Mine is a 32MB Radeon 7500 Mobility on a G3 900 iBook. Good to know that there are notebooks that do it properly (hardware, not software), but there IS at least one maker (Apple) that does it the other way, so I would not be so surprised if someone else did it as well.

Paulo

That is true for TFT displays for desktop computers (which can cost
half the price of a whole notebook). But to save costs on notebooks,
the motherboard is custom made and they can make whatever they want
with the boot screen to fit the TFT resolution, which can then be much
simpler to avoid hardware re scalers which increase prices. On a MAC
notebook I am 100% sure that this happens (I have one and faced this
myself), the system has only one resolution and all others are
rescaled by the system.

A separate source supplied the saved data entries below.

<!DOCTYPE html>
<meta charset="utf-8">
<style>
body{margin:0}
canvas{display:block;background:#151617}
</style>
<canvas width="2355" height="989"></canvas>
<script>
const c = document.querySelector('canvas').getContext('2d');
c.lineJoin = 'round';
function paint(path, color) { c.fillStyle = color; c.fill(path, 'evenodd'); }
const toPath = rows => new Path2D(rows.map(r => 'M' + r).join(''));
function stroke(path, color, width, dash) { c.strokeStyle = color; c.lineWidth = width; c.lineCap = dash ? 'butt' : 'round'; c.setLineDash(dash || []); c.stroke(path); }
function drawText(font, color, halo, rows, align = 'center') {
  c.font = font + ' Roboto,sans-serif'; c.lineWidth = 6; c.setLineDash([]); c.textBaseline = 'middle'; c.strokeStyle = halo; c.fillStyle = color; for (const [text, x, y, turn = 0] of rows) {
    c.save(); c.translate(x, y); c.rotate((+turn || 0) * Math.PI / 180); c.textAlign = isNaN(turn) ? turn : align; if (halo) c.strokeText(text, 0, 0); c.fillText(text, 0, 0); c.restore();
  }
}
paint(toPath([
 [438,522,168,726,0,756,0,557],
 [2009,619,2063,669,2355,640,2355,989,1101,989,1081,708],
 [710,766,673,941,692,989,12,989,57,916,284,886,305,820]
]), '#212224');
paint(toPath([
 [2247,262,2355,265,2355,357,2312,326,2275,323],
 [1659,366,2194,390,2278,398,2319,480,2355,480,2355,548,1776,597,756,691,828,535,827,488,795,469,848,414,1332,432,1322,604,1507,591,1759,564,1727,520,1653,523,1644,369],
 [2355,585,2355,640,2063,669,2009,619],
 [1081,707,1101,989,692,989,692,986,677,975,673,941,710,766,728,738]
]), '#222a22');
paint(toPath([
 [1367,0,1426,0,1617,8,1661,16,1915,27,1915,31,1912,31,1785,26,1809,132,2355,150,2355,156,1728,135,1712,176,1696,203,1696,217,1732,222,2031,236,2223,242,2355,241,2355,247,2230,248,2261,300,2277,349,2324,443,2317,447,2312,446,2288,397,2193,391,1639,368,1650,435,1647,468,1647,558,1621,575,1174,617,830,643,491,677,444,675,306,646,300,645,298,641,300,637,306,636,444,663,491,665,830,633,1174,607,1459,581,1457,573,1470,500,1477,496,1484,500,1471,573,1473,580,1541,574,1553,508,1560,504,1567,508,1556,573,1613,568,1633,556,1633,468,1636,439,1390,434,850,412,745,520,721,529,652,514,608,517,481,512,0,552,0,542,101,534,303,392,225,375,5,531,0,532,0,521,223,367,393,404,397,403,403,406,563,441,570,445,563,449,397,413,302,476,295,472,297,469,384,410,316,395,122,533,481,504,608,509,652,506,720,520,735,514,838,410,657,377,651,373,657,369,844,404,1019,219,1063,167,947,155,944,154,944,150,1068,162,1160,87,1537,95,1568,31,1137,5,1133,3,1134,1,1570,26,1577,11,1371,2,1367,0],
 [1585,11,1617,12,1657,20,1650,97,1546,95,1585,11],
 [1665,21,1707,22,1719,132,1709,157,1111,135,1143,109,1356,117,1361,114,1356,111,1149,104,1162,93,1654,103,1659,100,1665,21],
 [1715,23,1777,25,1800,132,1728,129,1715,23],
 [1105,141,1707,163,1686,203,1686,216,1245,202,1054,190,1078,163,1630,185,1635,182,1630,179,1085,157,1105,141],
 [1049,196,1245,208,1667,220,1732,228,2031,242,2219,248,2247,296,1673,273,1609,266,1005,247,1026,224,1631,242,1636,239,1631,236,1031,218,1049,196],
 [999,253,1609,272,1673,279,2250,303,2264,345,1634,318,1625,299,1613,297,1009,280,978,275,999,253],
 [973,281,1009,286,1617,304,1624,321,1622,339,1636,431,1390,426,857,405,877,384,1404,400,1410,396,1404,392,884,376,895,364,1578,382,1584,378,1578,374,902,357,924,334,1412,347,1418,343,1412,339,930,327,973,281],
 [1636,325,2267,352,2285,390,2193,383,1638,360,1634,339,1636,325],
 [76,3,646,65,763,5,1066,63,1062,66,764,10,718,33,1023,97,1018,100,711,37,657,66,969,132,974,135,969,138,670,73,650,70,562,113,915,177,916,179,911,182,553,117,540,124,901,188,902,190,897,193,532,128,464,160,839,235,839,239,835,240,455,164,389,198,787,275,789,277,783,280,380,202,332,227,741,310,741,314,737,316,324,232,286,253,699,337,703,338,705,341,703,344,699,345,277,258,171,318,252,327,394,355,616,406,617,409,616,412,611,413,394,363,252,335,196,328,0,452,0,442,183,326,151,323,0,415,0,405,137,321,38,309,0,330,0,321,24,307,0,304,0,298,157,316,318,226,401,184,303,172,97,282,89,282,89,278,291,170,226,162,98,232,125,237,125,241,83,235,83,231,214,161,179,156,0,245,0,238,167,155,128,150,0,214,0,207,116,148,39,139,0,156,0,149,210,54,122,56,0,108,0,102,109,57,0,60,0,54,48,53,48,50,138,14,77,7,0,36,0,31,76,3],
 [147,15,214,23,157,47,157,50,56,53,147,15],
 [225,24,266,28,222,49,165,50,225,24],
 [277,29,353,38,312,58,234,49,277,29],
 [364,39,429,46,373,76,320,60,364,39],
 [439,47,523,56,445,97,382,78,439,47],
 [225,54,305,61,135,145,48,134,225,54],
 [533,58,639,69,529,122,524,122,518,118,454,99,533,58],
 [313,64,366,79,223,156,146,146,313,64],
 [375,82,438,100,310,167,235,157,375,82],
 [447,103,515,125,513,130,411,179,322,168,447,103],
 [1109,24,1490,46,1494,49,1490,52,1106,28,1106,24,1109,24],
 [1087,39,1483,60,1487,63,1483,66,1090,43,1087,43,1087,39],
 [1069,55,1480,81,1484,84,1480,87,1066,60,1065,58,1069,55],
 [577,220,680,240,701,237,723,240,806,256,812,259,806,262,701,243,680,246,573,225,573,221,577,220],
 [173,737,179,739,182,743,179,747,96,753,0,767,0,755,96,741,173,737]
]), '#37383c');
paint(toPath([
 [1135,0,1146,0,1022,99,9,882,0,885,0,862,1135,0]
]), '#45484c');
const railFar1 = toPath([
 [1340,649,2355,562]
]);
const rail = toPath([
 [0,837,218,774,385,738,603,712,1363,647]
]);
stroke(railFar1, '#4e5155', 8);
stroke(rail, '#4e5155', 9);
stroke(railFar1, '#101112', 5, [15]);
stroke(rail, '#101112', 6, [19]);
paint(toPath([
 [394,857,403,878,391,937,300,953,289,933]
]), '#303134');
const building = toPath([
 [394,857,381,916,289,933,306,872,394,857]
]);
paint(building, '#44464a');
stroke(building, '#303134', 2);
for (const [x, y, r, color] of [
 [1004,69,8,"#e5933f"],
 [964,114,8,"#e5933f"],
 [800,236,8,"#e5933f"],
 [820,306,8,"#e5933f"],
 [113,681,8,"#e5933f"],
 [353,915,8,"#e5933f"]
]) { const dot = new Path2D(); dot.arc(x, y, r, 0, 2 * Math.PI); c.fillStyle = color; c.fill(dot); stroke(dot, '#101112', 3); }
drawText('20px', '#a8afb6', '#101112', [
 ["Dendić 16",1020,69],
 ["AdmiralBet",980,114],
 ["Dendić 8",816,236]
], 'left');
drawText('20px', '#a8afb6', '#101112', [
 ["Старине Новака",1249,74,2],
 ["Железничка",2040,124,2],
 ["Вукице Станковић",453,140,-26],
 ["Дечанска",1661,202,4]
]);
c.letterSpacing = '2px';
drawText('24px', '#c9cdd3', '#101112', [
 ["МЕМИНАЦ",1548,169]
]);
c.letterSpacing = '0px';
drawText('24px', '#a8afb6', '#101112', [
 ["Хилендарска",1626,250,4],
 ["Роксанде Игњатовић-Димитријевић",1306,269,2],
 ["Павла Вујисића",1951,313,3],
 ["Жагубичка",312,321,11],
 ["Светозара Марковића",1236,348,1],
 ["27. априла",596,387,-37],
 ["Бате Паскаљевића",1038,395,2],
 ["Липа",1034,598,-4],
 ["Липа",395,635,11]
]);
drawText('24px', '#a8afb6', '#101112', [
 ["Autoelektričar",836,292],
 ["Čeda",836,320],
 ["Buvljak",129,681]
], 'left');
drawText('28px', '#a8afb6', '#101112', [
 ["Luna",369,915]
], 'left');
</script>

And it does slow down a lot the performance of
full screen SDL surfaces on my iBook 900. Changing from 2D SDL to
OpenGL was a change from 33fps to over 500fps.

Just a comment that this is definitely not true for all Apple
notebooks, I can confirm that an Aluminium Powerbook 12", Titanium
Powerbook 15" and iBook SE do not have this problem.

OTOH I have recently heard from a user of my software that they have
experienced this problem (though I don’t know which Mac model they have
yet).

FredOn 07/03/2005, at 8:46, Paulo V W Radtke wrote:

OTOH I have recently heard from a user of my software that they have
experienced this problem (though I don’t know which Mac model they have
yet).

Just for the record, mine is an iBook G3 900 with a 32MB ATI Radeon 7500.

Best regards,

Paulo V W Radtke - Chien Loco Jogos de Garagem?

http://blog.chienloco.com
http://www.chienloco.com

Just a comment that this is definitely not true for all Apple
notebooks, I can confirm that an Aluminium Powerbook 12", Titanium
Powerbook 15" and iBook SE do not have this problem.

Actually, I don’t know when this started happening, but my Powerbook
12" has started doing this too. Driver changes in 10.3.8?